> _Work required_
Quote the lines below exactly, from the one that holds "I am building" through the final line of the records, and only those.

START Available data

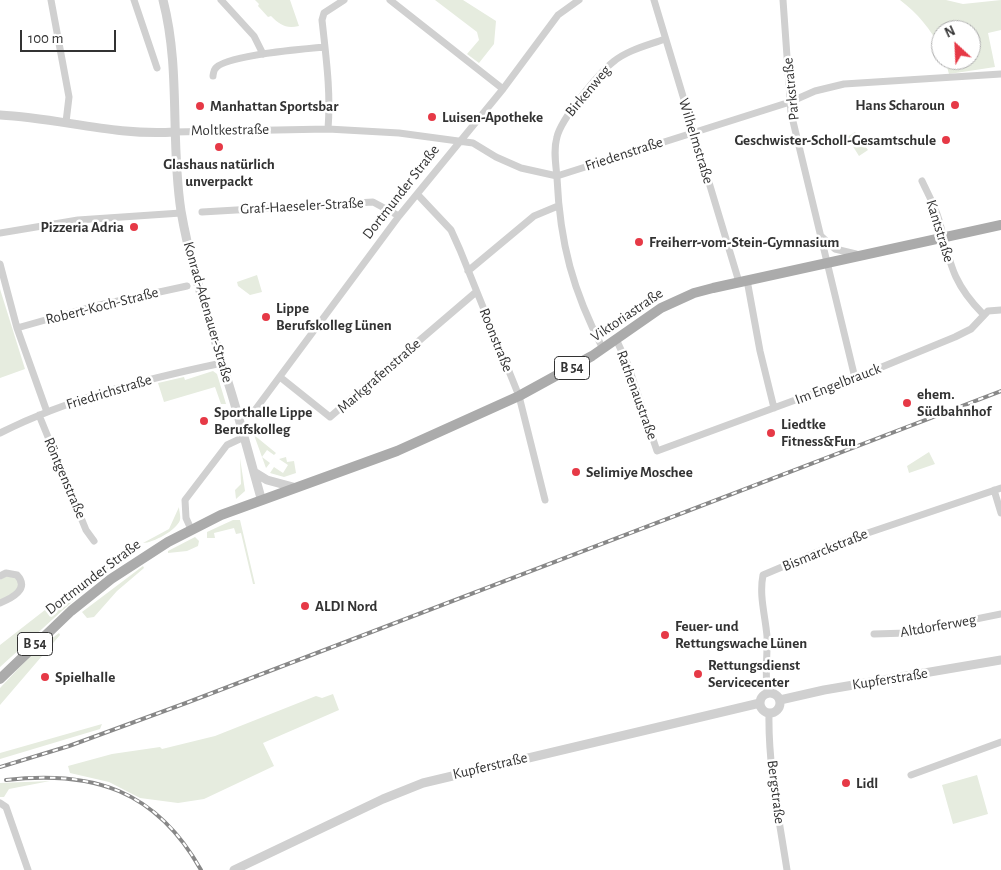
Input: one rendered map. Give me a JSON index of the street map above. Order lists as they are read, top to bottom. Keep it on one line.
{"streets":{"main road":["Dortmunder Straße","Viktoriastraße","B 54"],"street":["Parkstraße","Birkenweg","Moltkestraße","Wilhelmstraße","Friedenstraße","Graf-Haeseler-Straße","Kantstraße","Robert-Koch-Straße","Konrad-Adenauer-Straße","Roonstraße","Markgrafenstraße","Im Engelbrauck","Friedrichstraße","Rathenaustraße","Röntgenstraße","Bismarckstraße","Altdorferweg","Kupferstraße","Bergstraße"]},"crossings":[["Parkstraße","Friedenstraße"],["Parkstraße","Viktoriastraße"],["Parkstraße","Im Engelbrauck"],["Birkenweg","Wilhelmstraße"],["Birkenweg","Friedenstraße"],["Birkenweg","Rathenaustraße"],["Moltkestraße","Dortmunder Straße"],["Moltkestraße","Konrad-Adenauer-Straße"],["Wilhelmstraße","Friedenstraße"],["Wilhelmstraße","Viktoriastraße"],["Wilhelmstraße","Im Engelbrauck"],["Friedenstraße","Rathenaustraße"],["Dortmunder Straße","Graf-Haeseler-Straße"],["Dortmunder Straße","Konrad-Adenauer-Straße"],["Dortmunder Straße","Viktoriastraße"],["Dortmunder Straße","Roonstraße"],["Dortmunder Straße","Markgrafenstraße"],["Kantstraße","Viktoriastraße"],["Kantstraße","Im Engelbrauck"],["Konrad-Adenauer-Straße","Viktoriastraße"],["Konrad-Adenauer-Straße","Friedrichstraße"],["Viktoriastraße","Roonstraße"],["Viktoriastraße","Rathenaustraße"],["Roonstraße","Markgrafenstraße"],["Im Engelbrauck","Rathenaustraße"],["Friedrichstraße","Röntgenstraße"],["Bismarckstraße","Kupferstraße"],["Bismarckstraße","Bergstraße"],["Kupferstraße","Bergstraße"]],"places":["Hans Scharoun","Manhattan Sportsbar","Luisen-Apotheke","Geschwister-Scholl-Gesamtschule","Glashaus natürlich unverpackt","Pizzeria Adria","Freiherr-vom-Stein-Gymnasium","Lippe Berufskolleg Lünen","ehem. Südbahnhof","Sporthalle Lippe Berufskolleg","Liedtke Fitness&Fun","Selimiye Moschee","ALDI Nord","Feuer- und Rettungswache Lünen","Rettungsdienst Servicecenter","Spielhalle","Lidl"],"scale_bar":"100 m","north":"top left"}
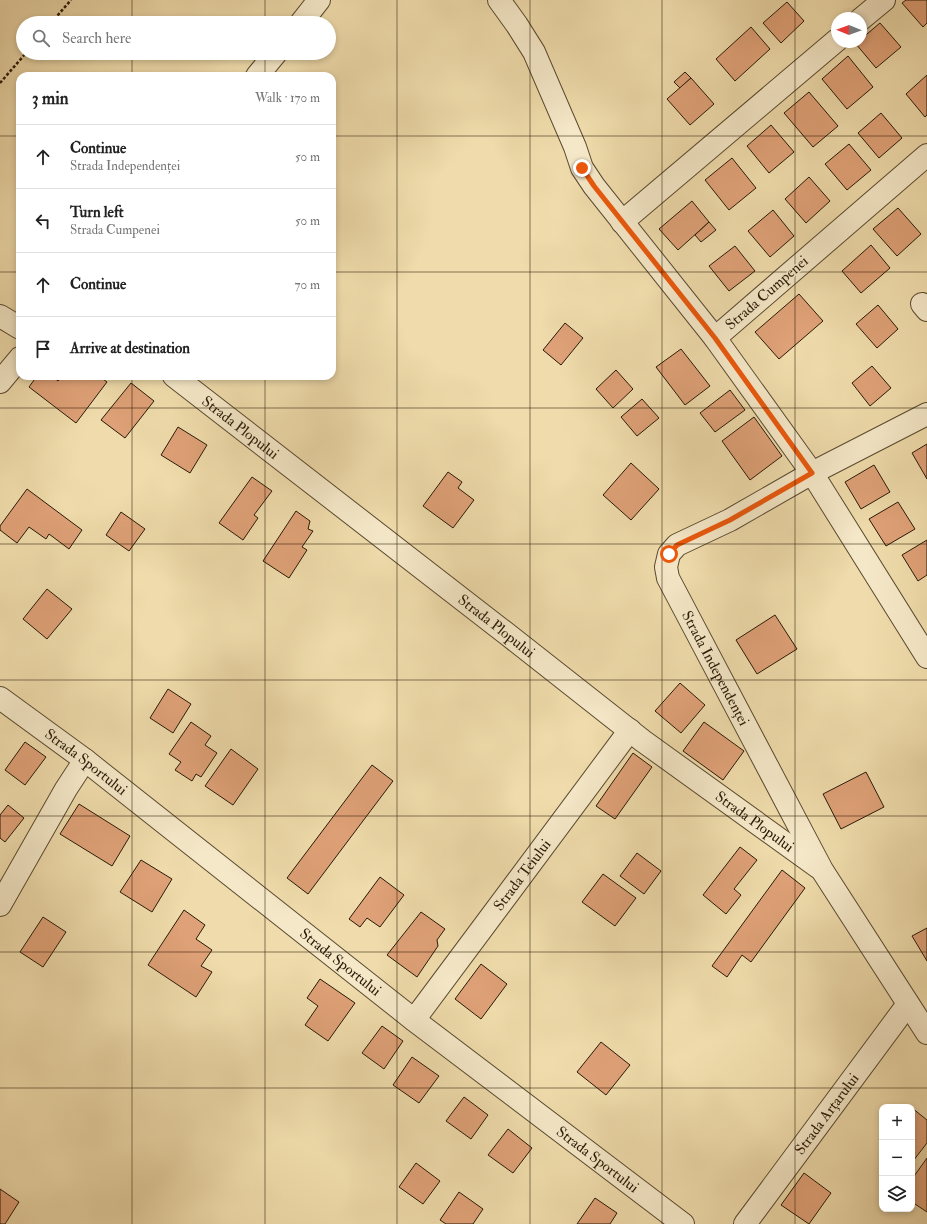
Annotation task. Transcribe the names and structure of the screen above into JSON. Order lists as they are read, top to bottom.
{
  "streets": {
    "street": [
      "Strada Cumpenei",
      "Strada Plopului",
      "Strada Independenței",
      "Strada Sportului",
      "Strada Teiului",
      "Strada Arțarului"
    ]
  },
  "crossings": [
    ["Strada Cumpenei", "Strada Independenței"],
    ["Strada Plopului", "Strada Independenței"],
    ["Strada Plopului", "Strada Teiului"],
    ["Strada Independenței", "Strada Arțarului"],
    ["Strada Sportului", "Strada Teiului"]
  ],
  "north": "left",
  "page": {
    "search": "Search here",
    "heading": ["3 min", "Walk · 170 m"],
    "list": [
      ["Continue", "Strada Independenței", "50 m"],
      ["Turn left", "Strada Cumpenei", "50 m"],
      ["Continue", "70 m"],
      "Arrive at destination"
    ],
    "map_buttons": ["+", "−"]
  }
}
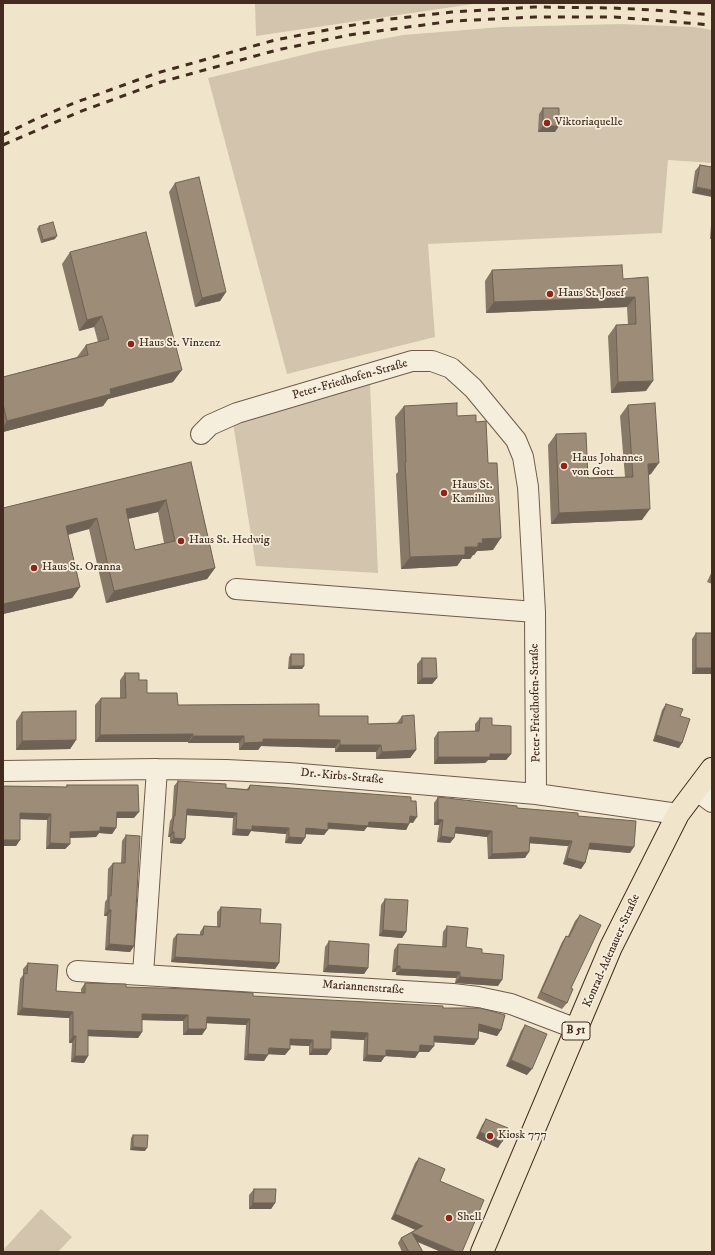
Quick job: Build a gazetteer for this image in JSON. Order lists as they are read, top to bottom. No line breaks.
{"streets":{"main road":["Konrad-Adenauer-Straße","B 51"],"street":["Peter-Friedhofen-Straße","Dr.-Kirbs-Straße","Mariannenstraße"]},"crossings":[["Peter-Friedhofen-Straße","Dr.-Kirbs-Straße"],["Dr.-Kirbs-Straße","Konrad-Adenauer-Straße"],["Konrad-Adenauer-Straße","Mariannenstraße"]],"places":["Viktoriaquelle","Haus St. Josef","Haus St. Vinzenz","Haus Johannes von Gott","Haus St. Kamilius","Haus St. Hedwig","Haus St. Oranna","Kiosk 777","Shell"]}
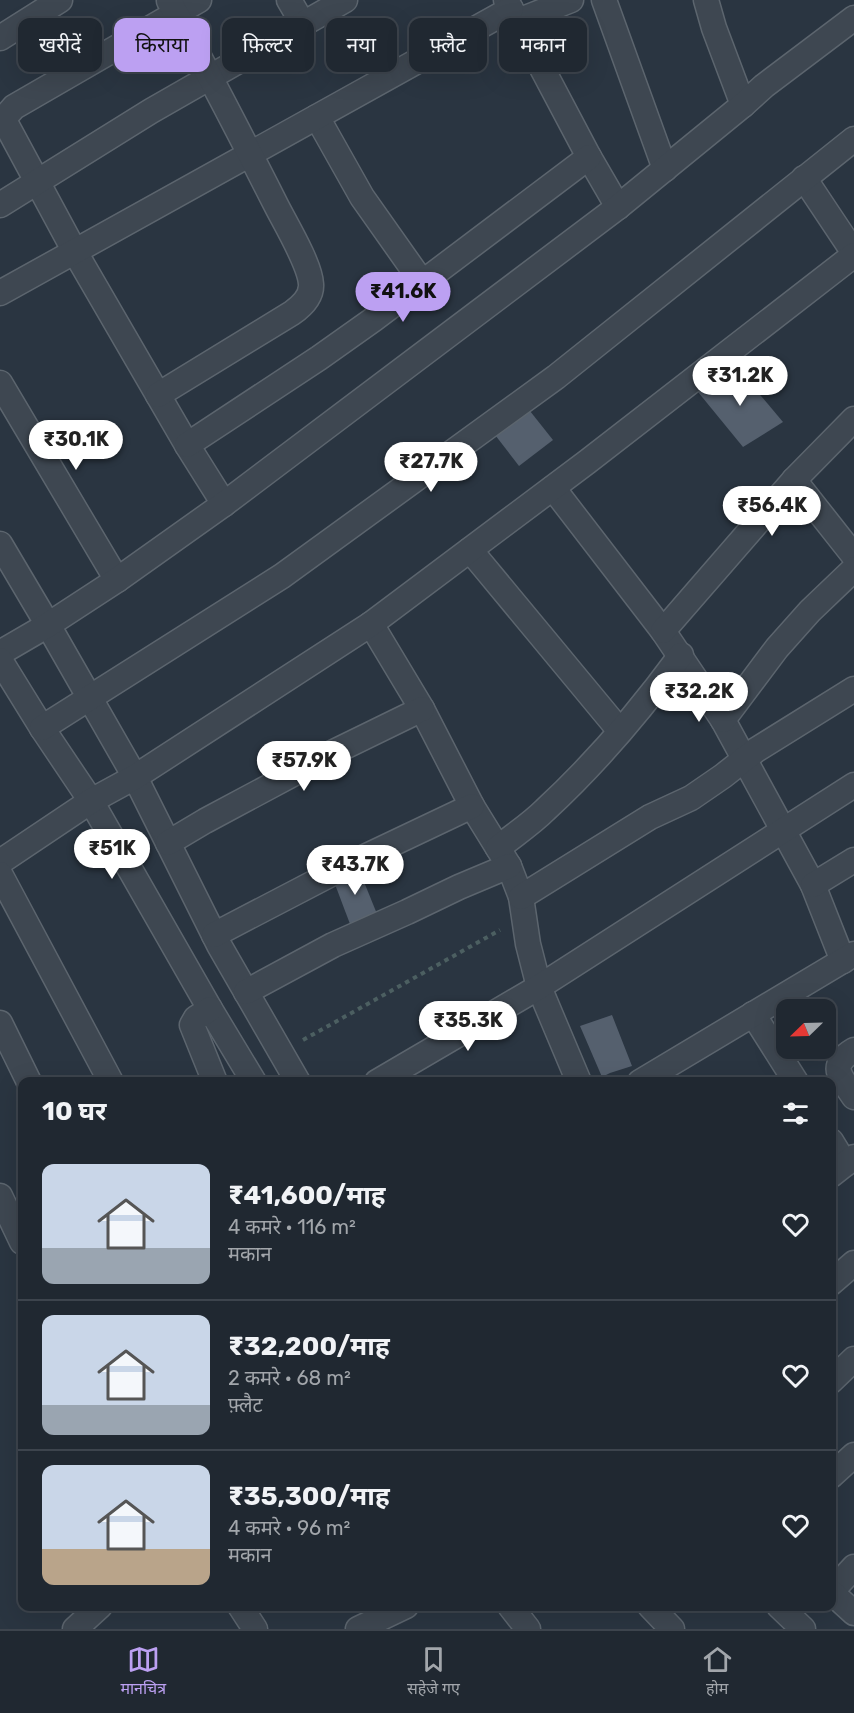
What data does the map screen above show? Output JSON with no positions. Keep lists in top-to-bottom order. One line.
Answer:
{"north":"bottom left","page":{"chip":["खरीदें","किराया","फ़िल्टर","नया","फ़्लैट","मकान"],"price":["₹41.6K","₹31.2K","₹30.1K","₹27.7K","₹56.4K","₹32.2K","₹57.9K","₹51K","₹43.7K","₹35.3K"],"heading":"10 घर","list":[{"name":"₹41,600/माह","note":"4 कमरे · 116 m² · मकान"},{"name":"₹32,200/माह","note":"2 कमरे · 68 m² · फ़्लैट"},{"name":"₹35,300/माह","note":"4 कमरे · 96 m² · मकान"}],"tabs":["मानचित्र","सहेजे गए","होम"]}}
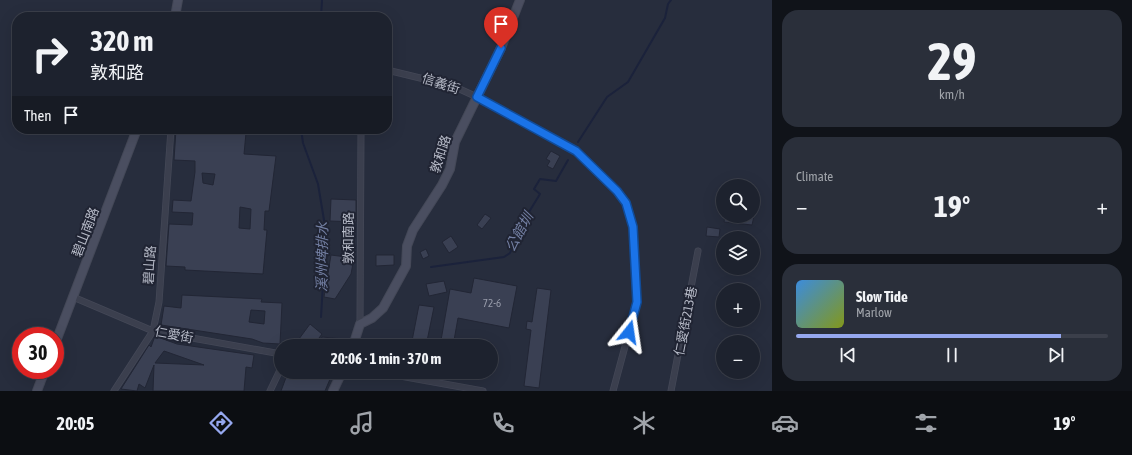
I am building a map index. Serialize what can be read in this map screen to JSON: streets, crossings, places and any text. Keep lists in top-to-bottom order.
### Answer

END Available data

> _Exercise answer_
I am building a map index. Serialize what can be read in this map screen to JSON: streets, crossings, places and any text. Keep lists in top-to-bottom order.
### Answer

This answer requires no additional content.